Hutter has sought to bring standardization and organization to a department that previously catered events out of almost every kitchen, with varying menus depending on product availability. He also oversees the teacher/staff cafes in schools and the district's a la carte program.
Under Hutter, catering production has been consolidated into 61 designated sites—each with a specially trained catering manager onsite—scattered evenly across the five boroughs of the city. Orders—from a standardized catering menu posted online—are placed with a central dispatch point, which then assigns the event to the closest designated catering kitchen. Once an order is processed and assigned, a confirmation is e-mailed to the school manager at the site and the relevant district supervisor. An invoice is generated three days after the event.
There is a five business day advance notice so that any special products can be ordered and delivered. While the catered food is made mostly from the same products used in student lunches (except for government commodities), the department does purchase some "adult foods" like breaded eggplant and raw chicken breast as well as child-forbidden treats like soda and Danish.
Event sizes vary, from staff lunches for a couple dozen to large official functions involving thousands (small events requiring no hot food are still handled by inhouse school kitchens).
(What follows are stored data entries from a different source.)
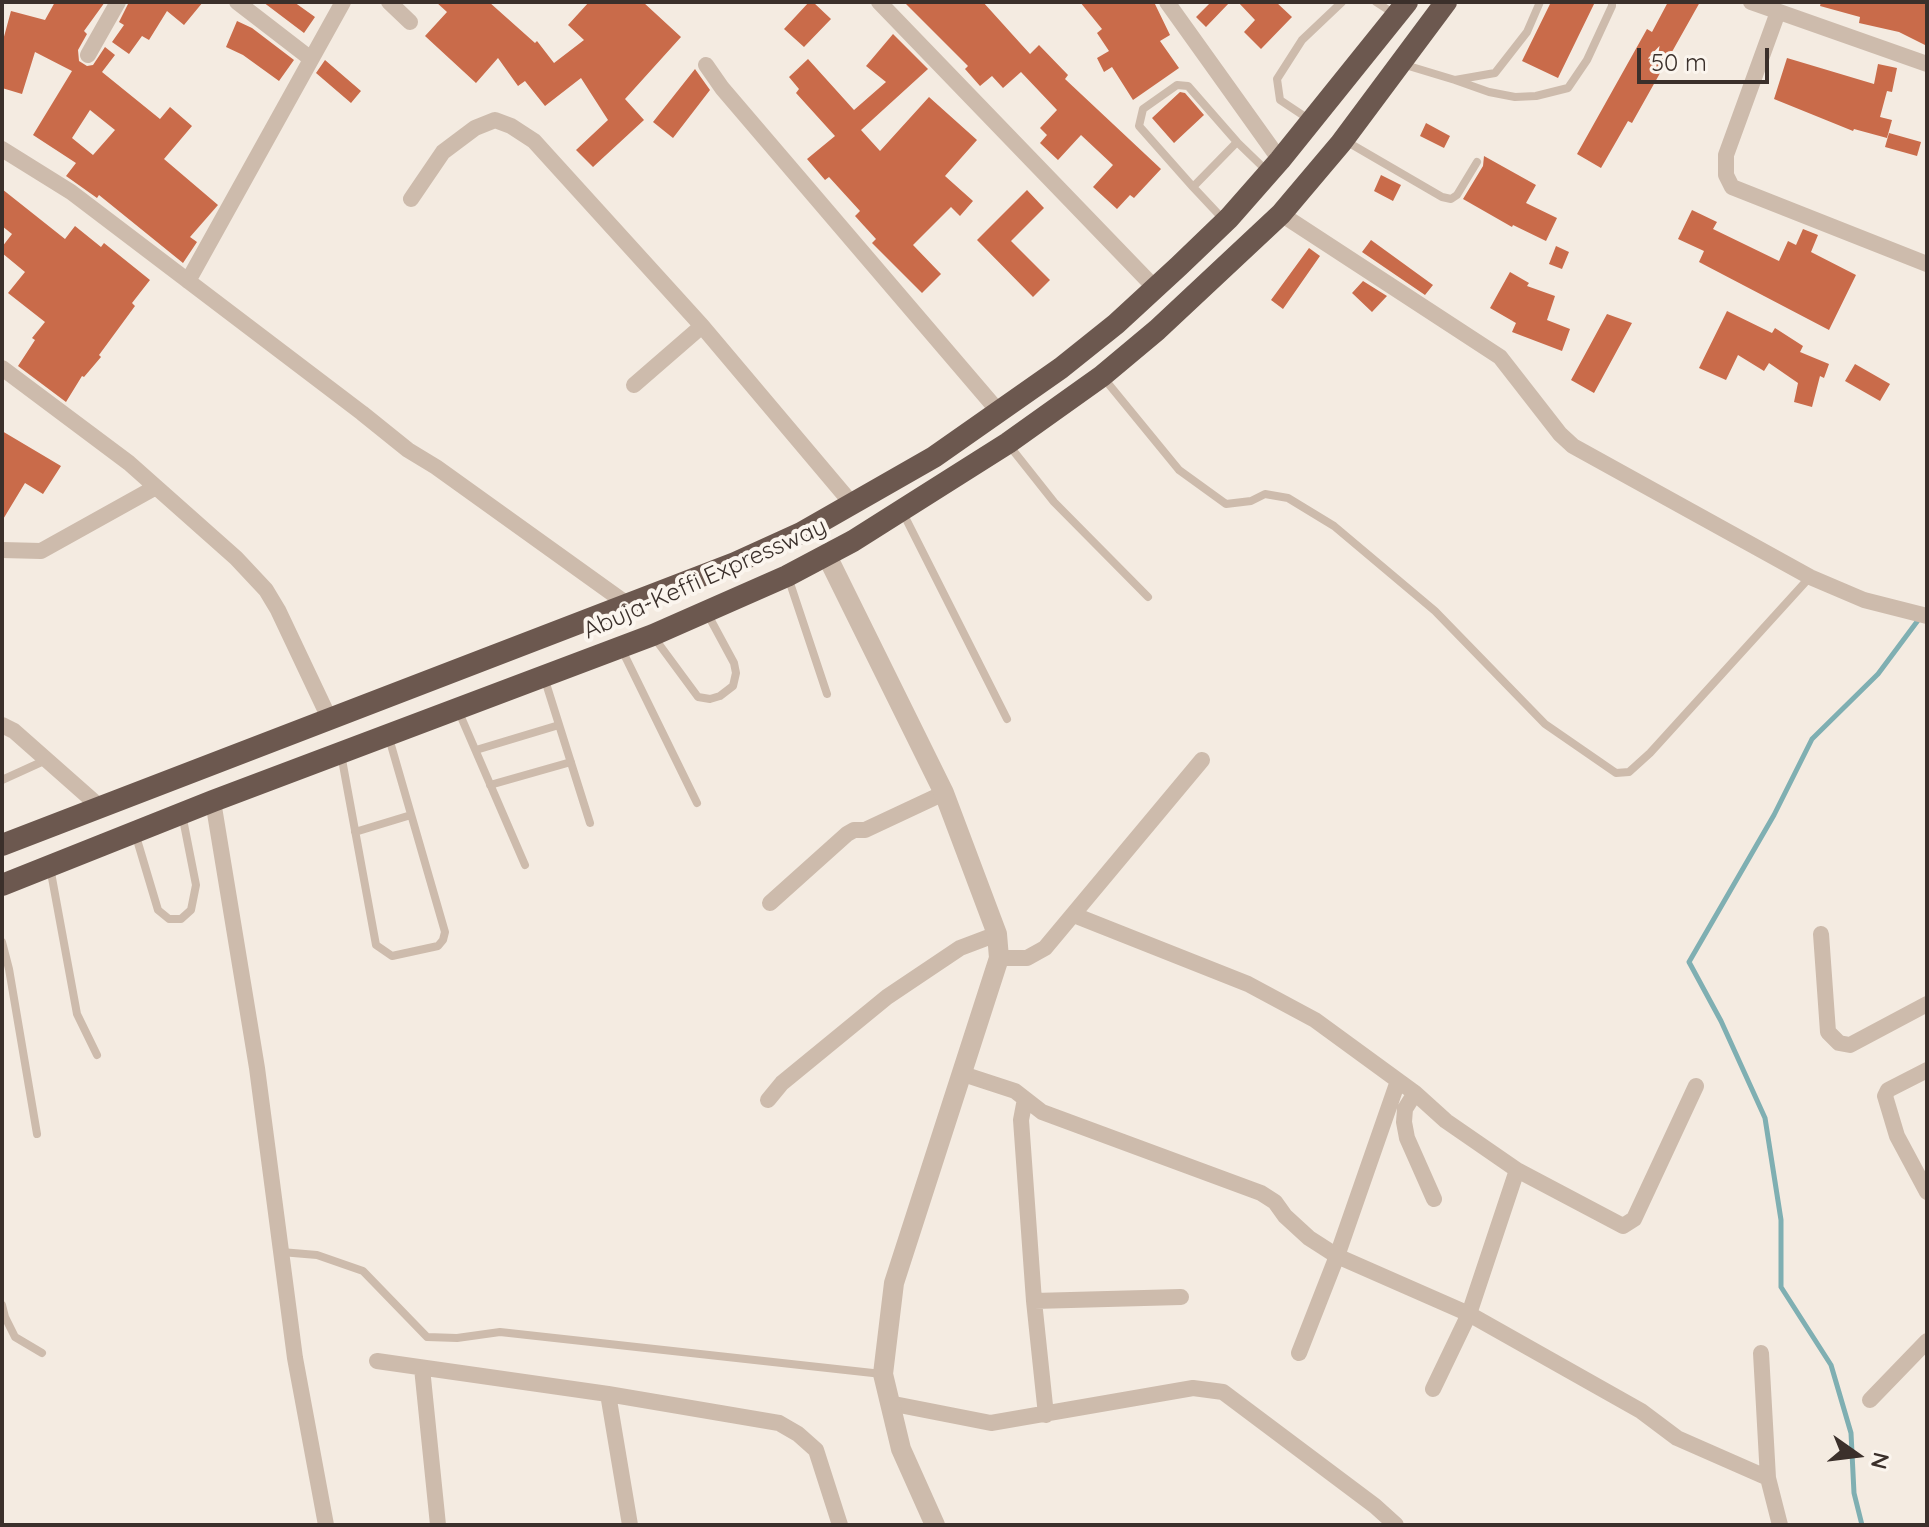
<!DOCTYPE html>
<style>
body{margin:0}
#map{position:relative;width:1929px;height:1527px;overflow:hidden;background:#f4ebe1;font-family:Quicksand,sans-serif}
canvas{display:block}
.frame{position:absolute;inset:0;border:4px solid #3b302b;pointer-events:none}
.north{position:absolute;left:1817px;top:1415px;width:80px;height:80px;-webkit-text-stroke:6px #fbf5ee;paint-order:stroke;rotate:104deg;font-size:22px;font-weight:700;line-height:32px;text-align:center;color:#3b302b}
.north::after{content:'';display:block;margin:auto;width:28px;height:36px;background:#3b302b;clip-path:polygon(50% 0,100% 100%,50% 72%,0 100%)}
.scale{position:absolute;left:1637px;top:48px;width:132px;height:36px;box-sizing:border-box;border:4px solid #3b302b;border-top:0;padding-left:10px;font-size:24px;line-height:28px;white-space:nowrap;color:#3b302b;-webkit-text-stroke:6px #fbf5ee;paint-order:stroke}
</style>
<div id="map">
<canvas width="1929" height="1527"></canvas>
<div class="frame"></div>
<div class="north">N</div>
<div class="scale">50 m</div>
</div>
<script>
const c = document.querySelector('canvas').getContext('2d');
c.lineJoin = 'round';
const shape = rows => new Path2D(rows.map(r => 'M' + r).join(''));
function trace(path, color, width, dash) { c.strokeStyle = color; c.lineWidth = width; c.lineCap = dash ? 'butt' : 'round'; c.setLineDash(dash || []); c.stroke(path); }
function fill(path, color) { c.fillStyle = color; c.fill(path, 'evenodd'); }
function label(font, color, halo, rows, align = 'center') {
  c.font = font + ' Quicksand,sans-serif'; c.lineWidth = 8; c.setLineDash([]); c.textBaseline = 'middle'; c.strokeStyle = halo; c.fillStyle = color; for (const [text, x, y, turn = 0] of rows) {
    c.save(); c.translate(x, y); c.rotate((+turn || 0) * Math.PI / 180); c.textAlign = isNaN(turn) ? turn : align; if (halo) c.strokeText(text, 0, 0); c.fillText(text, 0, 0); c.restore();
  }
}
trace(shape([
 [1862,1525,1854,1493,1851,1433,1831,1365,1781,1287,1781,1220,1765,1118,1721,1021,1689,962,1774,815,1812,739,1878,674,1919,619]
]), '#7fafb2', 5);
fill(shape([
 [55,2,105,2,84,31,87,34,78,50,79,61,87,66,93,65,105,47,115,55,102,72,160,119,170,107,192,126,164,159,218,205,190,237,197,242,183,263,99,195,97,198,66,176,76,163,33,135,72,71,35,52,22,94,2,88,2,44,11,11,45,20],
 [90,110,115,130,93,155,72,138],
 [129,2,203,2,184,25,167,11,149,40,142,36,129,54,112,42,124,25,119,22],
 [263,2,294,2,315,17,304,33],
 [436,2,489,2,535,43,537,41,554,63,584,40,568,25,589,2,643,2,681,37,625,99,644,120,593,167,576,150,608,120,581,78,545,106,525,81,518,86,498,58,476,83,425,36,447,12],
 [809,2,813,2,831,19,804,47,784,29],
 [904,2,983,2,1030,54,1039,45,1068,75,1065,79,1161,169,1134,198,1130,195,1117,209,1093,187,1113,165,1081,135,1058,160,1040,143,1047,135,1040,128,1057,110,1021,72,1003,88,992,76,980,86,965,69,968,66],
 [1080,2,1154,2,1170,35,1160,41,1179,68,1133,100,1112,67,1104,72,1097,58,1109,51,1097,33,1102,29],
 [1211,2,1230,2,1206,27,1196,17],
 [1238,2,1276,2,1292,17,1261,49,1244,32,1255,20],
 [1551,2,1595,2,1558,78,1522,61],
 [1668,2,1700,2,1632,123,1628,121,1601,168,1577,154,1647,29,1652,32],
 [1821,2,1927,2,1927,46,1899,32,1859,23,1860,17,1820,6],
 [237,21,252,28,294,60,279,81,243,55,226,47],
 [893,34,928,69,861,130,880,151,929,97,977,140,945,176,973,201,960,216,951,207,913,245,941,274,922,293,872,243,876,239,855,216,860,211,829,177,825,180,807,159,835,136,796,93,799,89,789,77,808,59,854,110,886,82,866,66],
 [1787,58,1874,84,1878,64,1897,68,1892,92,1887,91,1880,117,1892,120,1887,138,1854,129,1853,131,1774,99],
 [325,60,361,91,351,103,316,73],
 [695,69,710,90,673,138,653,122],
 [1180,92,1185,93,1204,115,1174,143,1152,118],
 [1426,123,1450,136,1444,148,1420,136],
 [1889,133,1921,142,1917,156,1885,147],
 [1484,156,1536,185,1526,203,1557,218,1546,241,1513,225,1512,227,1463,199,1483,166],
 [1381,175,1401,185,1393,201,1374,191],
 [2,189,65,239,75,226,101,247,104,243,150,280,132,303,135,306,99,355,101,357,84,377,82,376,66,402,18,366,35,340,32,338,45,322,8,293,25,272,2,253,2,247,12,234,2,226],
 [1027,190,1044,208,1011,241,1050,280,1033,297,977,240],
 [1692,210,1717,222,1713,229,1779,261,1788,241,1796,245,1803,229,1818,235,1811,252,1856,275,1829,330,1699,262,1704,251,1678,239],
 [1371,240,1433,285,1425,295,1362,252],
 [1556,246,1569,252,1562,269,1549,264],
 [1309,248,1320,256,1283,309,1271,300],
 [1510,272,1529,283,1527,286,1555,296,1547,320,1570,329,1562,351,1512,332,1516,323,1490,308],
 [1363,281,1387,296,1372,312,1352,293],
 [1727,311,1772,333,1775,328,1803,346,1800,352,1829,364,1824,378,1820,376,1812,407,1794,402,1798,383,1769,363,1764,371,1738,355,1726,380,1699,368],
 [1607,314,1632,323,1594,393,1571,380],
 [1855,364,1890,384,1880,401,1845,381],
 [2,431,61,466,43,494,25,483,2,521]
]), '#c96b4a');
trace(shape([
 [1376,2,1396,15],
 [1402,64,1455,80,1495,73,1527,32,1540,2],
 [1455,80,1489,92,1515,97,1536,96,1568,88,1587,60,1612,6,1612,2],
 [1310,120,1280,100,1277,79,1302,40,1342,2],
 [1344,140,1442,197,1451,199,1457,195,1477,162],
 [1193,187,1139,126,1143,109,1177,85,1188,86,1237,142],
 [1223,219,1193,187,1237,142,1268,172],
 [1102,376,1179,470,1226,504,1251,501,1265,494,1288,498,1334,526,1435,611,1545,724,1616,773,1629,772,1650,753,1810,577],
 [1008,444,1054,502,1148,597],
 [902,511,1007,719],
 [788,577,827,694],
 [653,636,698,697,710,699,720,696,733,686,736,673,734,663,707,613],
 [621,648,697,803],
 [544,677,590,823],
 [458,710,525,865],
 [476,750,559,725],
 [341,754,376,945,392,956,438,946,443,940,445,932,389,738],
 [2,780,46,760],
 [490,785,571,762],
 [355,832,411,815],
 [135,833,158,910,169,919,181,919,191,910,196,885,182,814],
 [50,867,77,1014,97,1055],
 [2,942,9,969,37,1134],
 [281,1252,317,1255,363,1271,427,1337,457,1338,500,1332,882,1374],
 [2,1305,5,1317,15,1337,42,1353]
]), '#cdbbac', 8);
trace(shape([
 [237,2,311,59],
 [389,2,410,22],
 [879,2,1155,288],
 [1167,2,1280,160],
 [1751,2,1927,64],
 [1778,12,1726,155,1726,175,1732,187,1927,264],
 [88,55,118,2],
 [706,65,722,88,999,412],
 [2,149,71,192,362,413,408,450,436,467,627,604],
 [411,199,443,152,475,128,495,120,511,126,534,141,702,326,853,505],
 [1281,214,1500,357,1560,434,1573,446,1810,577,1864,600,1927,616],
 [188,281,343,2],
 [2,368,129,463,236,558,266,590,278,610,330,720],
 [634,385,702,326],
 [2,550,41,551,156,487],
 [2,725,14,731,100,807],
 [213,801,257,1068,295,1358,326,1525],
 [770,903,847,834,854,830,865,830,944,793],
 [1074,915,1248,984,1315,1020,1415,1093,1446,1121,1517,1170,1623,1226,1634,1219,1696,1086],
 [1821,934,1828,1032,1839,1043,1850,1045,1927,1004],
 [999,958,1027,958,1045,948,1202,760],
 [1927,1070,1888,1090,1885,1096,1897,1136,1927,1192],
 [963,1074,1015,1091,1042,1112,1261,1193,1275,1202,1285,1216,1309,1238,1337,1256,1469,1314,1641,1411,1677,1438,1768,1478],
 [1415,1093,1405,1109,1404,1122,1407,1138,1434,1199],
 [1025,1099,1021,1120,1034,1301,1046,1415],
 [768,1100,782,1083,887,997,960,948,997,934],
 [1034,1301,1181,1297],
 [1299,1353,1337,1256,1398,1081],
 [1761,1353,1768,1478,1780,1525],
 [377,1361,608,1394,779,1423,798,1434,816,1450,840,1525],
 [422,1368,438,1525],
 [1433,1389,1469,1314,1517,1170],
 [608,1394,630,1525],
 [1870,1400,1927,1341],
 [889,1403,991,1423,1193,1388,1223,1392,1375,1506,1396,1525]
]), '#cdbbac', 16);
trace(shape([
 [827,556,944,793,997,934,999,958,894,1283,883,1374,901,1449,935,1525]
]), '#cdbbac', 20);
trace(shape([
 [2,845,735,563,801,533,934,457,1061,368,1116,324,1179,266,1229,218,1280,160,1407,2],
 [2,885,213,801,653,635,787,576,853,541,1008,443,1102,376,1157,330,1281,214,1341,143,1446,2]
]), '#6c584f', 22);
label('24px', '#3b302b', '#fbf5ee', [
 ["Abuja-Keffi Expressway",705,579,-24]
]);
</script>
For example, the department caters an annual Operation Santa charity event each holiday season at John F. Kennedy Airport for over 5,000 special needs children.
"Outside catering is a small part of our business, only about five to six percent at present," Hutter says, "but I want to see it grow, just like I want to see everything grow.
"Our goal is to provide services that support the Department of Education's training and development city-wide. And our price structure is very reasonable. In fact, we just had our first price increase in five years."